Segment Open

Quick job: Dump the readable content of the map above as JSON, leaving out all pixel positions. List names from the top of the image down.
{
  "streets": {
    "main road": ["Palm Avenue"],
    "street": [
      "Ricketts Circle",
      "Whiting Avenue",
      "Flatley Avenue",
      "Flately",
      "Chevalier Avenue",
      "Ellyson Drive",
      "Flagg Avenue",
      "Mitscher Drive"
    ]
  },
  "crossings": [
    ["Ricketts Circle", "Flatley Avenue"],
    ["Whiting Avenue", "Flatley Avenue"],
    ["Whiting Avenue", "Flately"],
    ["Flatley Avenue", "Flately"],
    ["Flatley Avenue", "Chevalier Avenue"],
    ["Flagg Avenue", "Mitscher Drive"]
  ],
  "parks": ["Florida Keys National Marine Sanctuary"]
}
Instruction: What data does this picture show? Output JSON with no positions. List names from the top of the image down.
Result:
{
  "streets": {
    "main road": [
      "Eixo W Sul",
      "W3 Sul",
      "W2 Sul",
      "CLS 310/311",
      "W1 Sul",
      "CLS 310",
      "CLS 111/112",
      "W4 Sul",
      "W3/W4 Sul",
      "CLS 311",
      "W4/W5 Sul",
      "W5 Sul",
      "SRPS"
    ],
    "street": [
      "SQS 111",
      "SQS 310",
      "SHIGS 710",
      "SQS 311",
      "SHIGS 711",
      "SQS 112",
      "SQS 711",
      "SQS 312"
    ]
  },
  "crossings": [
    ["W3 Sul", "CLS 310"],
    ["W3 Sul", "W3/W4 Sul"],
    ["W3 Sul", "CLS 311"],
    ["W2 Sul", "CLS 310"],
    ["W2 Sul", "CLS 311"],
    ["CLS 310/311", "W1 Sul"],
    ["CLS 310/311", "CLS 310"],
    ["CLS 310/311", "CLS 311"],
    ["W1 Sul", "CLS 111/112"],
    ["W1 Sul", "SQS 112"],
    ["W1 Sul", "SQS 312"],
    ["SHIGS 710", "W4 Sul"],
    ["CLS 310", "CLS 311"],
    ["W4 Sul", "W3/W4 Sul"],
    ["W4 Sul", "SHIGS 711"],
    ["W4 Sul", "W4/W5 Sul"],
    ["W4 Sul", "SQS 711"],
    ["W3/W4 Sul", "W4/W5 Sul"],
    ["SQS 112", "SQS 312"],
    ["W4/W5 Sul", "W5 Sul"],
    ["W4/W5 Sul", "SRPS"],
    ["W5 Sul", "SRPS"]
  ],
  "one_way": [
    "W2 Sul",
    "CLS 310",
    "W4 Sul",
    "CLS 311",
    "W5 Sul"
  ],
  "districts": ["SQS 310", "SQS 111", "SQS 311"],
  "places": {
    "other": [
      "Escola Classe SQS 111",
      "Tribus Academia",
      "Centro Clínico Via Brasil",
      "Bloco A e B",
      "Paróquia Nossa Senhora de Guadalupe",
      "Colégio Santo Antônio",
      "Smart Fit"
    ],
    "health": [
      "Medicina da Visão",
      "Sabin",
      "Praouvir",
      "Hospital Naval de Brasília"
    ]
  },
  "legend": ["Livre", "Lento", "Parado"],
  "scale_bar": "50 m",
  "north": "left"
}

Segment Closed

[Instructions to follow]
The full set of entries has to be duplicated precisely.

[Worked solution]
Quick job: Dump the readable content of the map above as JSON, leaving out all pixel positions. List names from the top of the image down.
{
  "streets": {
    "main road": ["Palm Avenue"],
    "street": [
      "Ricketts Circle",
      "Whiting Avenue",
      "Flatley Avenue",
      "Flately",
      "Chevalier Avenue",
      "Ellyson Drive",
      "Flagg Avenue",
      "Mitscher Drive"
    ]
  },
  "crossings": [
    ["Ricketts Circle", "Flatley Avenue"],
    ["Whiting Avenue", "Flatley Avenue"],
    ["Whiting Avenue", "Flately"],
    ["Flatley Avenue", "Flately"],
    ["Flatley Avenue", "Chevalier Avenue"],
    ["Flagg Avenue", "Mitscher Drive"]
  ],
  "parks": ["Florida Keys National Marine Sanctuary"]
}
Instruction: What data does this picture show? Output JSON with no positions. List names from the top of the image down.
Result:
{
  "streets": {
    "main road": [
      "Eixo W Sul",
      "W3 Sul",
      "W2 Sul",
      "CLS 310/311",
      "W1 Sul",
      "CLS 310",
      "CLS 111/112",
      "W4 Sul",
      "W3/W4 Sul",
      "CLS 311",
      "W4/W5 Sul",
      "W5 Sul",
      "SRPS"
    ],
    "street": [
      "SQS 111",
      "SQS 310",
      "SHIGS 710",
      "SQS 311",
      "SHIGS 711",
      "SQS 112",
      "SQS 711",
      "SQS 312"
    ]
  },
  "crossings": [
    ["W3 Sul", "CLS 310"],
    ["W3 Sul", "W3/W4 Sul"],
    ["W3 Sul", "CLS 311"],
    ["W2 Sul", "CLS 310"],
    ["W2 Sul", "CLS 311"],
    ["CLS 310/311", "W1 Sul"],
    ["CLS 310/311", "CLS 310"],
    ["CLS 310/311", "CLS 311"],
    ["W1 Sul", "CLS 111/112"],
    ["W1 Sul", "SQS 112"],
    ["W1 Sul", "SQS 312"],
    ["SHIGS 710", "W4 Sul"],
    ["CLS 310", "CLS 311"],
    ["W4 Sul", "W3/W4 Sul"],
    ["W4 Sul", "SHIGS 711"],
    ["W4 Sul", "W4/W5 Sul"],
    ["W4 Sul", "SQS 711"],
    ["W3/W4 Sul", "W4/W5 Sul"],
    ["SQS 112", "SQS 312"],
    ["W4/W5 Sul", "W5 Sul"],
    ["W4/W5 Sul", "SRPS"],
    ["W5 Sul", "SRPS"]
  ],
  "one_way": [
    "W2 Sul",
    "CLS 310",
    "W4 Sul",
    "CLS 311",
    "W5 Sul"
  ],
  "districts": ["SQS 310", "SQS 111", "SQS 311"],
  "places": {
    "other": [
      "Escola Classe SQS 111",
      "Tribus Academia",
      "Centro Clínico Via Brasil",
      "Bloco A e B",
      "Paróquia Nossa Senhora de Guadalupe",
      "Colégio Santo Antônio",
      "Smart Fit"
    ],
    "health": [
      "Medicina da Visão",
      "Sabin",
      "Praouvir",
      "Hospital Naval de Brasília"
    ]
  },
  "legend": ["Livre", "Lento", "Parado"],
  "scale_bar": "50 m",
  "north": "left"
}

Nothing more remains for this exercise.